Letters to the Editor

Does Acute Catastrophic Psychological Stress Disrupt Diurnal Cardiovascular Variability?

Kazuomi Kario; Kazuyuki Shimada

Department of Cardiology, Jichi Medical School, Tochigi, Japan

Thomas G. Pickering

Integrative and Behavioral Cardiology Program, Mount Sinai Medical Center, New York, New York

To the Editor:

Prof Parati et al1 reported an interesting case in which ambulatory blood pressure (BP) monitoring was performed at the time of an earthquake (4.7 on Richter scale), which demonstrated than acute catastrophic psychological stress can raise BP and heart rate in an ambulatory setting.

In a recent study,2 we investigated earthquake-induced BP elevation in elderly hypertensive outpatients (mean age, 69 years) living near the epicenter of the 1995 Hanshin-Awaji earthquake (7.2 on Richter scale). In this population, in which BP had been measured before the earthquake, clinic systolic and diastolic BP were 14 mm Hg and 6 mm Hg higher during the first 2 weeks after the earthquake while major aftershocks persisted, but returned to baseline by 3 to 5 weeks.

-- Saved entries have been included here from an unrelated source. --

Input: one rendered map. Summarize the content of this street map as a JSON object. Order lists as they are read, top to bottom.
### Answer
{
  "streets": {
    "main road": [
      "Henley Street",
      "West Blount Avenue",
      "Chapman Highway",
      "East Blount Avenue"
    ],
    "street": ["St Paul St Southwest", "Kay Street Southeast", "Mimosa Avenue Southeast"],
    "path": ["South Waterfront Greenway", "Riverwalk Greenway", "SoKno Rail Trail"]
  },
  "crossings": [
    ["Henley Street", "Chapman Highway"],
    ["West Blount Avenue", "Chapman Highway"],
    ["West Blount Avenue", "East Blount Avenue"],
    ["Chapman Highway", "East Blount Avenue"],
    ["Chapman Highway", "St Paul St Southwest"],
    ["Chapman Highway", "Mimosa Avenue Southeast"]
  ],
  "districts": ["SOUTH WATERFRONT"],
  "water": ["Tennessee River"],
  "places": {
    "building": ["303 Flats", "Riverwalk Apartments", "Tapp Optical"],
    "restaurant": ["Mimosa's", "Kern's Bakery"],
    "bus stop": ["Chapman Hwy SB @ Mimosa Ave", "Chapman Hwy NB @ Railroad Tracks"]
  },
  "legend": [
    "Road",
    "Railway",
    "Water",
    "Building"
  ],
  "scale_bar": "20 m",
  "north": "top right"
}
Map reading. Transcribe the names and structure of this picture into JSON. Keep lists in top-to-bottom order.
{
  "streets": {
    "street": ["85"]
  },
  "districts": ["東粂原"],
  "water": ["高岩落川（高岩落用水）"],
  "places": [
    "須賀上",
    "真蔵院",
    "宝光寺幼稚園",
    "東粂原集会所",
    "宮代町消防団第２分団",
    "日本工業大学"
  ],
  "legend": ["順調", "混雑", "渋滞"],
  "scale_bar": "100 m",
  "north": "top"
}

There is thus a discrepancy between Dr Parati’s case and our hypertensive patients. In Dr Parati’s case, although pronounced BP variability persisted throughout the following 6 hours, the earthquake-induced BP elevation lasted only 1 hour. In our study,2 the BP elevation varied according to whether the patients had microalbuminuria: in those who did not, BP returned completely to the baseline value 4 weeks after the earthquake, but in those who had microalbuminuria, the BP increase was prolonged for at least 2 months. Microalbuminuria is closely related to endothelial cell dysfunction, and the different time courses in BP recovery after the earthquakes between Parati’s case and our report might be owing to differences in endothelial cell function and to the persistence of aftershocks. Parati’s patient was a young (34-year-old) normotensive (BP 130/85 mm Hg) woman without any target organ damage.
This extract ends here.